## DATA TO PROCESS
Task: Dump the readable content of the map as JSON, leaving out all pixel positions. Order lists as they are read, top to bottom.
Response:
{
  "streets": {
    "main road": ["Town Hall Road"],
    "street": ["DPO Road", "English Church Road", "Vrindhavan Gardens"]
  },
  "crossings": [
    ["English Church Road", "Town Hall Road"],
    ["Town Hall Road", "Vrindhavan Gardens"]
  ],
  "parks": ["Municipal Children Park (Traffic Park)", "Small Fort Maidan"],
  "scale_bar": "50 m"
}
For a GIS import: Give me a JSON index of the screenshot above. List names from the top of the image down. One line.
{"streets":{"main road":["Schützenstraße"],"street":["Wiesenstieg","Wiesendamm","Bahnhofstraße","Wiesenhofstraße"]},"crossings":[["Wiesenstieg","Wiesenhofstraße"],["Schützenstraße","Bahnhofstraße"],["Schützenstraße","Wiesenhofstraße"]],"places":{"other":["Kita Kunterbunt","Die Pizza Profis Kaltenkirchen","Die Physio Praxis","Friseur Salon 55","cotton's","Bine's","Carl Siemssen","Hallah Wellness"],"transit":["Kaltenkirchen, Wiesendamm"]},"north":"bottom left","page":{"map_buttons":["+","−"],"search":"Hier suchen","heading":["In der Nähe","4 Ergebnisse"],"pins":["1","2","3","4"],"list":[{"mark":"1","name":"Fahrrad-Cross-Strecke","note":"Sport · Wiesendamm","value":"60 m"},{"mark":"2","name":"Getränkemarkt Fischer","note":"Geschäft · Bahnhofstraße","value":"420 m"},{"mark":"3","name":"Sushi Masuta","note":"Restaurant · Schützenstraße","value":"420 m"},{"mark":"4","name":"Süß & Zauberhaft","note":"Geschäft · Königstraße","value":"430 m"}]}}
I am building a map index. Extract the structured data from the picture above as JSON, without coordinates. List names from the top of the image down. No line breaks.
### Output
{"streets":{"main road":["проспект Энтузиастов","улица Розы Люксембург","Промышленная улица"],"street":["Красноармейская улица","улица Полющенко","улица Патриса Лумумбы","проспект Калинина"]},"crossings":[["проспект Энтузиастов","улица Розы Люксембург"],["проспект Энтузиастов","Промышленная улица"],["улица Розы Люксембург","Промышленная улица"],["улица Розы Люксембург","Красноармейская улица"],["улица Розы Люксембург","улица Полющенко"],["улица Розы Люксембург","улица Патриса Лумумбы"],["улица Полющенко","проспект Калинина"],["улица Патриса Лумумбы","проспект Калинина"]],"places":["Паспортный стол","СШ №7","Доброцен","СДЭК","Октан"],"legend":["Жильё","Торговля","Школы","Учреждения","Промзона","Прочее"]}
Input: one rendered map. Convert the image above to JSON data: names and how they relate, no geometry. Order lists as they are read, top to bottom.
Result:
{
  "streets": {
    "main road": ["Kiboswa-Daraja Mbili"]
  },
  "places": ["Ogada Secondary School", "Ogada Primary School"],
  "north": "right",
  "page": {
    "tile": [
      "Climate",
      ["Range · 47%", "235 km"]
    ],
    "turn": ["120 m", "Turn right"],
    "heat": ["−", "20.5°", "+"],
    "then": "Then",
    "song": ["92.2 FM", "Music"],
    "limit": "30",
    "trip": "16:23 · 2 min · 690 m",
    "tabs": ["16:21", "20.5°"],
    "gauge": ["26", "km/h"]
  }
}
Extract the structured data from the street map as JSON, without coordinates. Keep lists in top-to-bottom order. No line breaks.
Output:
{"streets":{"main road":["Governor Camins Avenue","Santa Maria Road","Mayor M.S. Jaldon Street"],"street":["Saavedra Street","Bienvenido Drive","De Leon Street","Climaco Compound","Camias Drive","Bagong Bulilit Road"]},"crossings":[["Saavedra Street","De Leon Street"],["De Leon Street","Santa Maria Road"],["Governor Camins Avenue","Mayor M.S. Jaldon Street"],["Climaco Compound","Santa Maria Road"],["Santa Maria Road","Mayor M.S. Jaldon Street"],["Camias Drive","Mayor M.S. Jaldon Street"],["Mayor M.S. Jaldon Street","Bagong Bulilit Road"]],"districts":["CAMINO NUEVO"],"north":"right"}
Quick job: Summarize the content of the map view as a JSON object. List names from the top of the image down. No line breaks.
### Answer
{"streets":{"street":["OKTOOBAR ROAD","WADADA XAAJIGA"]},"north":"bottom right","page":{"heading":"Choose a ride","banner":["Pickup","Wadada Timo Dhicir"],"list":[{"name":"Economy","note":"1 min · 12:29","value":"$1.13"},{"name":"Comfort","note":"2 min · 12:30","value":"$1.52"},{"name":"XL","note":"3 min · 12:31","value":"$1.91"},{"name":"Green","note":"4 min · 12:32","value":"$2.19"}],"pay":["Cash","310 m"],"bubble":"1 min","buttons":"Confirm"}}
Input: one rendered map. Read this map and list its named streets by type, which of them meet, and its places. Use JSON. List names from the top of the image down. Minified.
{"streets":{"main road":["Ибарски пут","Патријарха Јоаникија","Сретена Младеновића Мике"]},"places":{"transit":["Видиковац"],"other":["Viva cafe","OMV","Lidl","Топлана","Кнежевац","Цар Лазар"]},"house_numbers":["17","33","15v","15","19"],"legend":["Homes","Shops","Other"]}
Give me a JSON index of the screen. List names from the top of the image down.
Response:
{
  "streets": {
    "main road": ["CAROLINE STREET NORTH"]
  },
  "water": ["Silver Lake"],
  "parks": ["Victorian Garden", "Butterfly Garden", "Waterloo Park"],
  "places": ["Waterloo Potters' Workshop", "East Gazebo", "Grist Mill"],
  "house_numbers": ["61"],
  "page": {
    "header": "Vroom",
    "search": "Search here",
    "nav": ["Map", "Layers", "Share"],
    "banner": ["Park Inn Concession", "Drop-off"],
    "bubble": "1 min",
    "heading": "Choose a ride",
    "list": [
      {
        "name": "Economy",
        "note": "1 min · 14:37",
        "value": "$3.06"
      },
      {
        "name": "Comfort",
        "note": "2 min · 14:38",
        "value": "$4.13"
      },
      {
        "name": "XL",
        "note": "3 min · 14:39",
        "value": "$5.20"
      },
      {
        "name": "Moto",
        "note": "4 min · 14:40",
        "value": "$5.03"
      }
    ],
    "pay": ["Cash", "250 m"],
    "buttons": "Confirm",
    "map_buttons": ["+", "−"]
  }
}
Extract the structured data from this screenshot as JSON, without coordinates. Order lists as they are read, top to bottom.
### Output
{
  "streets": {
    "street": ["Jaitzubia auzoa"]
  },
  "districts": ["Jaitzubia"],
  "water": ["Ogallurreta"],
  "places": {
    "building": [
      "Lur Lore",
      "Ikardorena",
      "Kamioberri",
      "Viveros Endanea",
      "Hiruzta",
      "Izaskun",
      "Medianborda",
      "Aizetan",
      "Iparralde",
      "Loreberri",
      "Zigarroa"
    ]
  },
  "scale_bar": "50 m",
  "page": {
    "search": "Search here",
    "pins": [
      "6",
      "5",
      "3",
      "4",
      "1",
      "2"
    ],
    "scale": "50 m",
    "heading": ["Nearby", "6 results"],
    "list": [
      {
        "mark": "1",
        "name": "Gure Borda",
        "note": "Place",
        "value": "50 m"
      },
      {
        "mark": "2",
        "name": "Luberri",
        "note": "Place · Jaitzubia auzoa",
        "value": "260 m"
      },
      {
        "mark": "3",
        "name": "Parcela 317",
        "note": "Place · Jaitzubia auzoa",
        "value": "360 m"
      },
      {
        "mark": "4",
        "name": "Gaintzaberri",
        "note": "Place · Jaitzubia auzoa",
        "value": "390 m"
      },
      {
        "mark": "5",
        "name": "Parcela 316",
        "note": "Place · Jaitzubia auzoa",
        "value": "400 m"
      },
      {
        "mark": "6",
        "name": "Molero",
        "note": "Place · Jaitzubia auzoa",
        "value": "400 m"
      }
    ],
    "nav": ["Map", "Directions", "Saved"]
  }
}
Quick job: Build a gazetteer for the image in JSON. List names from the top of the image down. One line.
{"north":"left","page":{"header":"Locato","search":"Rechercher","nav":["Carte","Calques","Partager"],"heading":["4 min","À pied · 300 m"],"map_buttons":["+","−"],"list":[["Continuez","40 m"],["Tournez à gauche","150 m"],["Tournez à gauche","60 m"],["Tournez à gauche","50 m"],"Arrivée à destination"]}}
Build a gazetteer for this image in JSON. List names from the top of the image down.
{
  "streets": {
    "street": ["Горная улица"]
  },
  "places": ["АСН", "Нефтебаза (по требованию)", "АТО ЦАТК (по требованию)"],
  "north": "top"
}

## YOUR ASSIGNMENT
Each line of the data above containing the string "content" is to be copied.

## SOLUTION BELOW
Task: Dump the readable content of the map as JSON, leaving out all pixel positions. Order lists as they are read, top to bottom.
Quick job: Summarize the content of the map view as a JSON object. List names from the top of the image down. No line breaks.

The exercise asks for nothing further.